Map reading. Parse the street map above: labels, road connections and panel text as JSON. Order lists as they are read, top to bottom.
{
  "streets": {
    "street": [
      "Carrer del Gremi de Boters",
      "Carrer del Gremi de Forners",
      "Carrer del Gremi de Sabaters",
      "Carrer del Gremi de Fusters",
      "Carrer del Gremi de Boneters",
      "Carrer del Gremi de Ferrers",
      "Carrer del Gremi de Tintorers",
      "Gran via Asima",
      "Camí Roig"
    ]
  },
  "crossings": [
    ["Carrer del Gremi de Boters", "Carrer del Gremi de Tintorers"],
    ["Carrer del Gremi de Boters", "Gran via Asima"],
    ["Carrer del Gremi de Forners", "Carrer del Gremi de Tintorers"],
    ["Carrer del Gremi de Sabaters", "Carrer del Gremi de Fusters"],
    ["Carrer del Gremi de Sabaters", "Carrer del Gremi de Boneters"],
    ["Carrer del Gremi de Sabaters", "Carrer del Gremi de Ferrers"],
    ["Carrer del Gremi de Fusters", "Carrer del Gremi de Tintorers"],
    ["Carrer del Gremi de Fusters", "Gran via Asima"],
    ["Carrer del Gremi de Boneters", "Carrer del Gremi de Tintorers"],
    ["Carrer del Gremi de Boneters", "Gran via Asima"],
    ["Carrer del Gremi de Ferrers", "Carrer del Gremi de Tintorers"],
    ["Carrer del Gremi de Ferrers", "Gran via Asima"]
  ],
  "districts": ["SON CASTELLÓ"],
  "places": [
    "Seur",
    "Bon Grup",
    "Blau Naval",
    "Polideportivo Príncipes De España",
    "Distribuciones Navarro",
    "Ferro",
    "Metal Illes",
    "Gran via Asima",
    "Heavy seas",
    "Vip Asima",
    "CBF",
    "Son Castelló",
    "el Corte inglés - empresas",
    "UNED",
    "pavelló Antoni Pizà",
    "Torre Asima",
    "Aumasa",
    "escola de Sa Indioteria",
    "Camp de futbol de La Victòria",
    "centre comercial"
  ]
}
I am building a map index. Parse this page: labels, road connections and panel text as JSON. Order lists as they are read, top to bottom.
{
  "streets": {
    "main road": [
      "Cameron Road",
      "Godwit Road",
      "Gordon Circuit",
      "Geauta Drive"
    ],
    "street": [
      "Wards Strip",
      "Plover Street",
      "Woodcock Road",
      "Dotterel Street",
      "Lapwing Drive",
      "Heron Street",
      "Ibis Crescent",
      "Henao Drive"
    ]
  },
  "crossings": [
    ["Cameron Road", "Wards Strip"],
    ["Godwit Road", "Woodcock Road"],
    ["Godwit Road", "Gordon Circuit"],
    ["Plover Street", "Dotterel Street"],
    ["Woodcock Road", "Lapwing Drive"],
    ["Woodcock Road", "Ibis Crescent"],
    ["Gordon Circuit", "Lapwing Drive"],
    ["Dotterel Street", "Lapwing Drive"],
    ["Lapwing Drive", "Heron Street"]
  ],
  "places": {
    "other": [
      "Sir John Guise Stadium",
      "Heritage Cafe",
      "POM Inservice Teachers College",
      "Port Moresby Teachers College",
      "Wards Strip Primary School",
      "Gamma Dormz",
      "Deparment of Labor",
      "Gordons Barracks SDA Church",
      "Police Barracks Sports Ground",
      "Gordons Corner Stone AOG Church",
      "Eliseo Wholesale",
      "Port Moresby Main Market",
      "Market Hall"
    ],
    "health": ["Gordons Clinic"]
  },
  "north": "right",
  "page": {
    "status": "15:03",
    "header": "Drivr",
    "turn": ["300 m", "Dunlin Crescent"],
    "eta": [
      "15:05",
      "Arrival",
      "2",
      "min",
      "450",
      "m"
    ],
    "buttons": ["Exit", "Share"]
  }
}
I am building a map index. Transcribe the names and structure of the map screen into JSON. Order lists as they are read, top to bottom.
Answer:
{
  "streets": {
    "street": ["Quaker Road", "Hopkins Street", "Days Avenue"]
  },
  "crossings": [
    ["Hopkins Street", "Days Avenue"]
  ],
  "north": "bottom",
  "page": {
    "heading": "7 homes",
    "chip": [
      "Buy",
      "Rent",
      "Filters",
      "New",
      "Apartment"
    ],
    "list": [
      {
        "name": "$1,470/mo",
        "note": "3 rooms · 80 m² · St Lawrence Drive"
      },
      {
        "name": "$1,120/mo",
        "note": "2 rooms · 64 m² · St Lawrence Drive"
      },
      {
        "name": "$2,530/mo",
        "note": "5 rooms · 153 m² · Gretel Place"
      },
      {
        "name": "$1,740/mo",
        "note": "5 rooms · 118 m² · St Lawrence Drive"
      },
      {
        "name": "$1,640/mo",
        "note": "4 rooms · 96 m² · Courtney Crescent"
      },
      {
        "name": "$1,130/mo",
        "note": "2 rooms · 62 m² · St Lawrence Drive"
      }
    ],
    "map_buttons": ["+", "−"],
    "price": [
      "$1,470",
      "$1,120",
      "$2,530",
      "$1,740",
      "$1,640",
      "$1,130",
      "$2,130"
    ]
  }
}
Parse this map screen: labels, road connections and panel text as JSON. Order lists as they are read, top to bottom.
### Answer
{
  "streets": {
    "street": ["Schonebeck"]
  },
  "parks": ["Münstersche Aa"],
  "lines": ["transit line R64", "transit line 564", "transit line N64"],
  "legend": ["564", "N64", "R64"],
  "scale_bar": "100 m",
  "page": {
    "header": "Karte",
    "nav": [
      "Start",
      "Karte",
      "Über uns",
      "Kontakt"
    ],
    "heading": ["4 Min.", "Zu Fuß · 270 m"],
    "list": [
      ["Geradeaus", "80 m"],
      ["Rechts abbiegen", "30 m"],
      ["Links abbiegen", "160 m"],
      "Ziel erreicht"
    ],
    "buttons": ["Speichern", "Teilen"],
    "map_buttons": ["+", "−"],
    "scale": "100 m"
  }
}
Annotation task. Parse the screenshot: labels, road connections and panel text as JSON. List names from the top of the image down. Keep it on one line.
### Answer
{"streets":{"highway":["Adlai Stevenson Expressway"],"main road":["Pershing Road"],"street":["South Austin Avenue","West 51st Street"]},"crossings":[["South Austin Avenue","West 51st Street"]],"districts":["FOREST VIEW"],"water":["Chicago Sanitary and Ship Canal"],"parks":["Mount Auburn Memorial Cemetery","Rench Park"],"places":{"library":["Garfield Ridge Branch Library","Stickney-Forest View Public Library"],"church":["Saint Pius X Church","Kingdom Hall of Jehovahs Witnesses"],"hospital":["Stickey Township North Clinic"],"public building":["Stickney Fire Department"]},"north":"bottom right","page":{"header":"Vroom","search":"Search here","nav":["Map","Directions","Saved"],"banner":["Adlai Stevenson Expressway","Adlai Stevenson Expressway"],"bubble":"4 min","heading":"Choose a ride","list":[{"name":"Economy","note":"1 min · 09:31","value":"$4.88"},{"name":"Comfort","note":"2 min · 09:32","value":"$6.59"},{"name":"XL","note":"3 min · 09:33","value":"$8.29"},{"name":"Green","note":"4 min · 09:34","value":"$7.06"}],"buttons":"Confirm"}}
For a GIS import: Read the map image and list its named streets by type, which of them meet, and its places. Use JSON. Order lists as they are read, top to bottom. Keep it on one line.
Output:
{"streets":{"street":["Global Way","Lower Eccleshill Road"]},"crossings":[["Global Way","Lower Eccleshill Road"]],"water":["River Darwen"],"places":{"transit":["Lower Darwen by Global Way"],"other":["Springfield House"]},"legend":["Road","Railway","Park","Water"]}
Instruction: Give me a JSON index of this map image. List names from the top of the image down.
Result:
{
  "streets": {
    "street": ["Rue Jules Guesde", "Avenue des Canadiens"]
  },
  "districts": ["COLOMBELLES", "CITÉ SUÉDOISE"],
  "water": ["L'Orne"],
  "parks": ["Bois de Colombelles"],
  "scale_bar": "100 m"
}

→ About this task: Report back each line of the entries that holds the string "Godwit".

→ Exercise response:
      "Godwit Road",
    ["Godwit Road", "Woodcock Road"],
    ["Godwit Road", "Gordon Circuit"],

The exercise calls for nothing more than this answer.